Primavera, Verão, Outono, Inverno e... Primavera
Kim Ki-duk, Bom yeoreum gaeul gyeoul geurigo bom, Coréia, 2003

Quando se fala das possibilidades da linguagem cinematográfica se aproximar mais de um discurso da poesia, ao invés da prosa, um dos nomes mais citados é sempre o do soviético Andrei Tarkovski. Pois é interessante lembrar que Tarkoski escreveu em seu seminal Esculpir o Tempo que detestava o que geralmente se chamava de "cinema poético" porque ele lhe parecia igualmente impositivo na sua relação com o espectador. Explicando: segundo Tarkovski, buscar um simplório simbolismo alegórico, onde à uma imagem supostamente "poética" se gruda uma obrigatória leitura interpretativa única do espectador, se estaria usando o mesmo artifício do cinema narrativo mais banal. Impor leitura, portanto, é impor leitura - não importa qual linguagem se queira usar.

A introdução é importante para se falar deste novo filme do coreano Kim Ki-Duk, porque ele sofre exatamente deste mal: auto-consciente o tempo todo de uma certa linguagem budista-poética, em quase nenhum momento consegue escapar da obviedade conceitual e interpretativa da imagética que utiliza. Os exemplos deste expediente abundam ao longo do filme, mas dois são especialmente didáticos: o uso da trilha sonora, redundante o filme inteiro; e em especial a encenação no final, onde o personagem se amarra a uma pedra e sobe uma montanha. Kim não se satisfaz com a correlação, já em si óbvia, deste ato com o início do filme onde o personagem em sua infância amarrava pedras a animaizinhos - precisa inserir takes de flashback com as cenas destes animais amarrados às pedras. A reiteração tem função clara: que nenhum espectador saia do cinema sem entender as mensagens que o filme quer passar - e neste sentido sua lógica está mais perto da dos livros de auto-ajuda (gênero no qual o misticismo oriental é sempre bem-vindo) do que da poesia.

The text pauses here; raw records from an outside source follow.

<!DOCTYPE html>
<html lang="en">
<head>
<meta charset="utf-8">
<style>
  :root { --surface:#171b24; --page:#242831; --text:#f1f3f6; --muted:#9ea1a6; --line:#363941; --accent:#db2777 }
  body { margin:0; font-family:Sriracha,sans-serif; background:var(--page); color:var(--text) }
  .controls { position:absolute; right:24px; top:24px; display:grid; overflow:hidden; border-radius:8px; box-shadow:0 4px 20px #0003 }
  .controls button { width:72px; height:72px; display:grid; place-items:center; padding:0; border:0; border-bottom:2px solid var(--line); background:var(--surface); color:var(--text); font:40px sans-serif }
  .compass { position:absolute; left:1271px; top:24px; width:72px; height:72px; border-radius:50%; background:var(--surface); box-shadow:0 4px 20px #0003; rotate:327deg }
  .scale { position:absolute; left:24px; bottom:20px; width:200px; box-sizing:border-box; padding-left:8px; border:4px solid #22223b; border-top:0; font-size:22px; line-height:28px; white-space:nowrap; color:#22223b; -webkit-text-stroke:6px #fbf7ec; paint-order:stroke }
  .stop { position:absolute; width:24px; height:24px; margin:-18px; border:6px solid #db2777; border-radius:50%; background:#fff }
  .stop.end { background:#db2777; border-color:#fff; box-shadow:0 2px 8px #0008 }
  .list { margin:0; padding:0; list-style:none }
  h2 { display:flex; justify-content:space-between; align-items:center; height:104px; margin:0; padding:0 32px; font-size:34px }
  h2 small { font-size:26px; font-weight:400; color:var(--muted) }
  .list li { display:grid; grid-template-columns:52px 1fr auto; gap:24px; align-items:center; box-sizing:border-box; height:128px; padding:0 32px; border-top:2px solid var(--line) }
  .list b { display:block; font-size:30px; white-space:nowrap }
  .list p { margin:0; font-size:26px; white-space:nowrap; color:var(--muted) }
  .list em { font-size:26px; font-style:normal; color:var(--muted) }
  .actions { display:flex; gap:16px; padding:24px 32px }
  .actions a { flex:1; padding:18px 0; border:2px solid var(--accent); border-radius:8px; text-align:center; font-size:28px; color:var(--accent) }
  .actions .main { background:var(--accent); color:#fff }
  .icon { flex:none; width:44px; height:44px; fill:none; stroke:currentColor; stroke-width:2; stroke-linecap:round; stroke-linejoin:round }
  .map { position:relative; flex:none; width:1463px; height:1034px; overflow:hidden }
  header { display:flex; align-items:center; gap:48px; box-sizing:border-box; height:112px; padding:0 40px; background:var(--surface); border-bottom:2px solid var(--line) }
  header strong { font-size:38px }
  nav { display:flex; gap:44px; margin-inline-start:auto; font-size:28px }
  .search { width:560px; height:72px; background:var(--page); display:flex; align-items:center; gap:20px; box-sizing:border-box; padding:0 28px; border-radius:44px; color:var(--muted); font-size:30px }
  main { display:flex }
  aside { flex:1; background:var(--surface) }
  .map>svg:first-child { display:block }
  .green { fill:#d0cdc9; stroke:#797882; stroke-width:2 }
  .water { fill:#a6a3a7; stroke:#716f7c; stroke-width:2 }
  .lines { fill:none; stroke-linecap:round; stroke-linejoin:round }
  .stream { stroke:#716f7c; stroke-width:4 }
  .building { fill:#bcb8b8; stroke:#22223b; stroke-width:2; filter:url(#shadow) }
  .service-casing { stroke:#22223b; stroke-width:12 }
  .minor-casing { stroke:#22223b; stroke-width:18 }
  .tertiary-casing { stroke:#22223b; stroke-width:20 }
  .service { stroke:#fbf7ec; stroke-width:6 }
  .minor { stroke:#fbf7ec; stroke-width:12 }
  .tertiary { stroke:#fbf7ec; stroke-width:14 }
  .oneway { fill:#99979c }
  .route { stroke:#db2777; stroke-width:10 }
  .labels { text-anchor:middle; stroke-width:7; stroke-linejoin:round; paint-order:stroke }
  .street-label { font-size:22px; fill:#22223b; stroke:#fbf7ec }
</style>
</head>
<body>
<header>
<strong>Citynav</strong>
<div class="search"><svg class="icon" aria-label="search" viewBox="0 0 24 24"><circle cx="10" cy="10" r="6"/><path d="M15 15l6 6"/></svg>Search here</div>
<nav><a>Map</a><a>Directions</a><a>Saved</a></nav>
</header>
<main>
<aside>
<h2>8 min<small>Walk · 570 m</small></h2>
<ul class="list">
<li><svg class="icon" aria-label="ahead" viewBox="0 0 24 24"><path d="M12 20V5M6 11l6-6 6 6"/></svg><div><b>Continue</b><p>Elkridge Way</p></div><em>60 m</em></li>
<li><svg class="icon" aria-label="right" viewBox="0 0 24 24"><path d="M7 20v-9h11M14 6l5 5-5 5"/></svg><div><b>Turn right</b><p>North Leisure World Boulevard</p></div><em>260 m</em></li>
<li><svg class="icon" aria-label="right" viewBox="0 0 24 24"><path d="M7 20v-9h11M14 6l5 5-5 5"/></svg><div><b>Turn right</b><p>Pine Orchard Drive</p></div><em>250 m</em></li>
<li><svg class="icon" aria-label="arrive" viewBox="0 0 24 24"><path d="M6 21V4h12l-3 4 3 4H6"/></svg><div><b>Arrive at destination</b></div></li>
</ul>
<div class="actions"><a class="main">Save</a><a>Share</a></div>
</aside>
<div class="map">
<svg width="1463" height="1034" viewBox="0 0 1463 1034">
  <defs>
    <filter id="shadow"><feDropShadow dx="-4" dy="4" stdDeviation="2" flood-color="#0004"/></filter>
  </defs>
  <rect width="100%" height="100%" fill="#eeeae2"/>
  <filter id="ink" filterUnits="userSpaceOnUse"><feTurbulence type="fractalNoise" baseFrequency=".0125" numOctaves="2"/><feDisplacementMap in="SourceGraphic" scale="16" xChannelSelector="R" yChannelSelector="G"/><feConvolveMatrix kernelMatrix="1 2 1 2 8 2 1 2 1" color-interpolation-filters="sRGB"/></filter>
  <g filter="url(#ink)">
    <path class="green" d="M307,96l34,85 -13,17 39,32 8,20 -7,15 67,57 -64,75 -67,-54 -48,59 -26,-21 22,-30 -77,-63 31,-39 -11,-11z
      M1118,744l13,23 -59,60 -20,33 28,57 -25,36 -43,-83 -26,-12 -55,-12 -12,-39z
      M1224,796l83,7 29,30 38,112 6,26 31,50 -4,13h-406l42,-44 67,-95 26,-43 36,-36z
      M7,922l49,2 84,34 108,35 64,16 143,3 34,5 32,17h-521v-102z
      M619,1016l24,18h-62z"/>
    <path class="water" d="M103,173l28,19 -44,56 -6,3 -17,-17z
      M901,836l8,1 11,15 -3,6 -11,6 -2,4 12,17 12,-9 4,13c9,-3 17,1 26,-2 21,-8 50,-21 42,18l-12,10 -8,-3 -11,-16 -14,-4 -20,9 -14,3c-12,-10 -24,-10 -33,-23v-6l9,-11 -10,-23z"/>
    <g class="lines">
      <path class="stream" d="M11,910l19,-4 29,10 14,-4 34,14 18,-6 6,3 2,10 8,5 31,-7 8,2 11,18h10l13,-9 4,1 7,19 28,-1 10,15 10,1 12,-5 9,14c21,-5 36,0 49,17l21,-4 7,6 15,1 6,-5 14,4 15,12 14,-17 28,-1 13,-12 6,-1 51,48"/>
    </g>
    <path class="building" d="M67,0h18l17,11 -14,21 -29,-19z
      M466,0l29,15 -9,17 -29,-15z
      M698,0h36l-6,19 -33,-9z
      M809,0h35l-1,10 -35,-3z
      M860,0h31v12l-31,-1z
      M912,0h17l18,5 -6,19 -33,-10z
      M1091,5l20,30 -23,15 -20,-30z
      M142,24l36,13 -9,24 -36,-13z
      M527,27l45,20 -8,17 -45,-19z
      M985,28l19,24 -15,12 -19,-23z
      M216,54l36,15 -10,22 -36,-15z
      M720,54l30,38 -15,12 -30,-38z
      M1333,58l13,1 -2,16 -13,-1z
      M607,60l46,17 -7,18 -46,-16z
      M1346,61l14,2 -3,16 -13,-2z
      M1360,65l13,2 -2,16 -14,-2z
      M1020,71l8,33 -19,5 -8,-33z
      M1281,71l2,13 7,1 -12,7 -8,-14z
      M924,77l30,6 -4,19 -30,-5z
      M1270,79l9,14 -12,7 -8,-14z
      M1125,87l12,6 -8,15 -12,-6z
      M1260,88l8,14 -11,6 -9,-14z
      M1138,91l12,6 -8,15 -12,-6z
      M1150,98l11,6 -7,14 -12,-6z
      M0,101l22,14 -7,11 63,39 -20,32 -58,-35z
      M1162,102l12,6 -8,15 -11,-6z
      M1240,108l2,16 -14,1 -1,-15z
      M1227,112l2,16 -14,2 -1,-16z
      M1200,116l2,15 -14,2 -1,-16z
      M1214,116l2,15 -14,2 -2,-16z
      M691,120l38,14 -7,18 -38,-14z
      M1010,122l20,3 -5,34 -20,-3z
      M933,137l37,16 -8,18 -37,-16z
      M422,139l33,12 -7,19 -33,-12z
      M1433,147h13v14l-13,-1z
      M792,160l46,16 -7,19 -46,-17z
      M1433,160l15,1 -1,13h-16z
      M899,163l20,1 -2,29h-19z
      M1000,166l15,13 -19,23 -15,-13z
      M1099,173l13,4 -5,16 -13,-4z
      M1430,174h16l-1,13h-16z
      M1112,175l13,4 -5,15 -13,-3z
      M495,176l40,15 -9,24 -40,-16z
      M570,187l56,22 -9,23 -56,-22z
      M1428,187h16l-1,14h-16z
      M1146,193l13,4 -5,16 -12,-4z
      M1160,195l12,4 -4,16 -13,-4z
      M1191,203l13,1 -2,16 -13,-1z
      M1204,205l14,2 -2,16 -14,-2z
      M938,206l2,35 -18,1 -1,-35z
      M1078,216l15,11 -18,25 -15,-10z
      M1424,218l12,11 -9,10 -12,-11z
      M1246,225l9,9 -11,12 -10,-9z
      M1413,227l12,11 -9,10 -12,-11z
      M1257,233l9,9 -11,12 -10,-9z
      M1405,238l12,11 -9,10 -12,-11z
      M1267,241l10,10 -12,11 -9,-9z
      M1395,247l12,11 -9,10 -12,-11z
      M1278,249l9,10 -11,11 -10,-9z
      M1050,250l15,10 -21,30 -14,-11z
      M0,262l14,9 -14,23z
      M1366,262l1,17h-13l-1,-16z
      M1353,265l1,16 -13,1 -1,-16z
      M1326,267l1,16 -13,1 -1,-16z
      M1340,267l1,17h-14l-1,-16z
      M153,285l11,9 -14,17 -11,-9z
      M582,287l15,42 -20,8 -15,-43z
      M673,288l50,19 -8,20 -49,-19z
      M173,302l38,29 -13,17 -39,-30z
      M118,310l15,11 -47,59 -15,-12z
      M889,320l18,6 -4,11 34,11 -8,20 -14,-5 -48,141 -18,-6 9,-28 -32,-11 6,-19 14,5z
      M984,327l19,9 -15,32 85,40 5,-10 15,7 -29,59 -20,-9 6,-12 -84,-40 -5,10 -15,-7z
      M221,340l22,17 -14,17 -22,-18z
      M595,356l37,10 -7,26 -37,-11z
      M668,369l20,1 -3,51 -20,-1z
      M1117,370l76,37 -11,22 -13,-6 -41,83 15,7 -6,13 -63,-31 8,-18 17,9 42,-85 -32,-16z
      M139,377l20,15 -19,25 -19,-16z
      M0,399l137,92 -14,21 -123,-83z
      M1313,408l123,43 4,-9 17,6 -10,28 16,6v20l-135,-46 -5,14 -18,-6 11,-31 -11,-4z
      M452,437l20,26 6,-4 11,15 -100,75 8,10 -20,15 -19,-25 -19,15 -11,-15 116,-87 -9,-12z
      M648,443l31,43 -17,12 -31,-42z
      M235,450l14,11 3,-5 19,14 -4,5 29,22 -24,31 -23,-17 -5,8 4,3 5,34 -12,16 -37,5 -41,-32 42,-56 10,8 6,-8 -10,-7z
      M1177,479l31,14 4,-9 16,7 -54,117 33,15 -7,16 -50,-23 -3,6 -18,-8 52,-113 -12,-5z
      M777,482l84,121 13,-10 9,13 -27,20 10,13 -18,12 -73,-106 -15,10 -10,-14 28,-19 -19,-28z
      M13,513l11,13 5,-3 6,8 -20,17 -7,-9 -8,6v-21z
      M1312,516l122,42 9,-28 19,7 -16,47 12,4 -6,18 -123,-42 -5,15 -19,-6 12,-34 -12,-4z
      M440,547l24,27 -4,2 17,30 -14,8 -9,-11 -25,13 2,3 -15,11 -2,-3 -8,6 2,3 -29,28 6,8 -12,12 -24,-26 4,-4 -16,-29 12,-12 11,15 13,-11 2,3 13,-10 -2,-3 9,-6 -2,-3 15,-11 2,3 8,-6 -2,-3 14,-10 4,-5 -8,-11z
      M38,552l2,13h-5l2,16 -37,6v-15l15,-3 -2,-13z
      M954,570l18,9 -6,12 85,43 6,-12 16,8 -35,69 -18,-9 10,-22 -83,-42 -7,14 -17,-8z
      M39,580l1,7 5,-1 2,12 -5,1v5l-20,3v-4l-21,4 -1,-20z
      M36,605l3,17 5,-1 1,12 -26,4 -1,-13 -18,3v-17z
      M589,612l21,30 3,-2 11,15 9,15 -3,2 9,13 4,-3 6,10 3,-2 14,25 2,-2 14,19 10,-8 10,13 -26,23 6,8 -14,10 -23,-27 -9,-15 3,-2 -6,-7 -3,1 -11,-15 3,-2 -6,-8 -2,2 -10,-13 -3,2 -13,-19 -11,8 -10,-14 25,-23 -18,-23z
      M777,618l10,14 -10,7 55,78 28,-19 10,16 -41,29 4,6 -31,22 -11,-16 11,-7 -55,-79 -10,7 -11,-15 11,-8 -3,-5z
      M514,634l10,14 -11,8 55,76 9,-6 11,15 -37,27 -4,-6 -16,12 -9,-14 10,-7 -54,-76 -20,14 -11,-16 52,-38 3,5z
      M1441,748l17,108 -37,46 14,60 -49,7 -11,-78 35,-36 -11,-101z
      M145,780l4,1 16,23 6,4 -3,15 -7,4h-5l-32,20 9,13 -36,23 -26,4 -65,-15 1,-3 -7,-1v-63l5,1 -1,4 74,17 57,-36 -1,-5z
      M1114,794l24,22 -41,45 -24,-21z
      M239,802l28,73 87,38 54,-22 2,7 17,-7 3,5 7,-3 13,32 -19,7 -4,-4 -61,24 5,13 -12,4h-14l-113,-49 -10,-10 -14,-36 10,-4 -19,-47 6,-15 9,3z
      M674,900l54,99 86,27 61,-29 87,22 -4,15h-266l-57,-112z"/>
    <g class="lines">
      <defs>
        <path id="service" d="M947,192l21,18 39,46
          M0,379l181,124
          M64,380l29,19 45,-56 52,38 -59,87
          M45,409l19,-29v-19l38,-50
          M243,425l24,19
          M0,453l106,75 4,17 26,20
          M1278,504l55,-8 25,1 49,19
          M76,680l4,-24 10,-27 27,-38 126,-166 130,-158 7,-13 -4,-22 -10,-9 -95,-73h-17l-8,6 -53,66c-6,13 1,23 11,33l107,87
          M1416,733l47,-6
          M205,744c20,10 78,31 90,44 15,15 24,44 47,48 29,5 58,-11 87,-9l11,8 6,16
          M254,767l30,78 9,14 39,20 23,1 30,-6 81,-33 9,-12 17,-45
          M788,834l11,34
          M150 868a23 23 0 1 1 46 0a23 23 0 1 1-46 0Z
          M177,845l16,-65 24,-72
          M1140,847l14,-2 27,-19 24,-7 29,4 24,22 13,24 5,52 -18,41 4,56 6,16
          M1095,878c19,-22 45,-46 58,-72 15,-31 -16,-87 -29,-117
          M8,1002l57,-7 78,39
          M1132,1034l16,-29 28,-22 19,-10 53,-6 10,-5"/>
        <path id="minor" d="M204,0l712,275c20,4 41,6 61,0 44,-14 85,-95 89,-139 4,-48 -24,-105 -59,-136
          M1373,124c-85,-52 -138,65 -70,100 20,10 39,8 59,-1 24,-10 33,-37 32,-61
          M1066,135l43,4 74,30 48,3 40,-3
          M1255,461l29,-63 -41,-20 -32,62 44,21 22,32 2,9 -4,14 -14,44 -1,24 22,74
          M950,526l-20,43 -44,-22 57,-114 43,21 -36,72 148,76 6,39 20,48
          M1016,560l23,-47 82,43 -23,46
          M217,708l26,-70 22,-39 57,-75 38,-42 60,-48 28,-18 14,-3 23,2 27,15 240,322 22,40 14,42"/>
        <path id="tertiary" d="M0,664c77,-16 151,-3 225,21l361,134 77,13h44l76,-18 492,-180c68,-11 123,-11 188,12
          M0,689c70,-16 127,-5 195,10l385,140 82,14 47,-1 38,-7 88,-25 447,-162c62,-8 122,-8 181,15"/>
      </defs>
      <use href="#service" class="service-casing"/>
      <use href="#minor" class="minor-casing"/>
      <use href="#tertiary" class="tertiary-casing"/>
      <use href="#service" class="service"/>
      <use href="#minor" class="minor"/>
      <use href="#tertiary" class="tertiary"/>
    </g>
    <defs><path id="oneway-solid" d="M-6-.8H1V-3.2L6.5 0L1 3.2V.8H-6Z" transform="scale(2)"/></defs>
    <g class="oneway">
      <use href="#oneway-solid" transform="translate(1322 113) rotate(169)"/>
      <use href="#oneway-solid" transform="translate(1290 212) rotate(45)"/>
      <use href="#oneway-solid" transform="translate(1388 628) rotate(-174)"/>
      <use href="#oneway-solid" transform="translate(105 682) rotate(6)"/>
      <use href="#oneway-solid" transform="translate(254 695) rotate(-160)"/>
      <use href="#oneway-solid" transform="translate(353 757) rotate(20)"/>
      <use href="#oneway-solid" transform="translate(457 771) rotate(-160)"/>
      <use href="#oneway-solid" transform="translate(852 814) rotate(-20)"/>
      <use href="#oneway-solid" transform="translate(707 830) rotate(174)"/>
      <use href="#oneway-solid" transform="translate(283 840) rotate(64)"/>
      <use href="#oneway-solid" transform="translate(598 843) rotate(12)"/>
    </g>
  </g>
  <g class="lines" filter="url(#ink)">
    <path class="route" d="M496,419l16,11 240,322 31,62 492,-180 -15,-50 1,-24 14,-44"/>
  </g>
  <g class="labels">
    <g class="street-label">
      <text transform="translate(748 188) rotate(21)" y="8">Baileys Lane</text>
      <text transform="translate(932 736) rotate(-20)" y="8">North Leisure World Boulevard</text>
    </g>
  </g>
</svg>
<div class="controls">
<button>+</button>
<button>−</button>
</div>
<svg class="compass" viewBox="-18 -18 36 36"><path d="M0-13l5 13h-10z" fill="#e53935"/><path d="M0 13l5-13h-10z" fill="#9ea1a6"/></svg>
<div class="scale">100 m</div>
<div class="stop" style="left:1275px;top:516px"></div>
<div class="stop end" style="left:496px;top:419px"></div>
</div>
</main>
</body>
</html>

Se poderia afirmar que a obviedade do filme já começa pelo seu título, em si uma explicação do que o filme quer dizer ao final: a vida é um ciclo de eterno recomeço. Mas, se criará um longuíssimo périplo até esta lição, que já na primeira primavera do filme todos entendemos que será onde o filme quer chegar. Só que obviedade narrativa em si não faz um mau filme - senão a maioria dos exemplares de filmes de gênero seria automaticamente desinteressante. A questão é que a encenação de Kim para esta obviedade narrativa nunca o eleva para além do tédio absoluto, e do eventualmente risível. A verdade, aliás, é que diretor e filme parecem em completo desacordo. Tanto em A Ilha quanto em Endereço Desconhecido, seus dois filmes anteriores que pudemos ver no Brasil em festivais, Kim sempre chamou a atenção pela coragem quase desagradável em ser deselegante, físico, brutal muitas vezes. Primavera, Verão... é tudo menos isso. E, embora não se trate aqui de achar que um cineasta só pode filmar de uma maneira, o fato é que Kim encena muitas das cenas com uma mesma "deselegância" que aqui soa deslocada, que torna truncado o que devia ser fluido.

O que resulta é que temos um filme "domesticado", que parece um grande painel budista light, para consumo de senhoras bem-educadas dos países ocidentais e que tenta segurar sua força no uso que faz das paisagens naturais e da exuberância natural - uma espécie de National Geographic filosófico-cultural. Só que filmado por um diretor que, a todo momento, pareceria estar mais interessado pelo filme se o pudesse estar filmando, por exemplo, como uma pornochanchada - o que ele nunca chega a conseguir fazer. Este desacordo de tons, misturado com a obviedade da trama e das mensagens e parábolas encenadas, tornam Primavera, Verão... um estranho produto "for export" que nunca ultrapassa os limites simplórios da exaltação de seu exotismo visual-espiritual.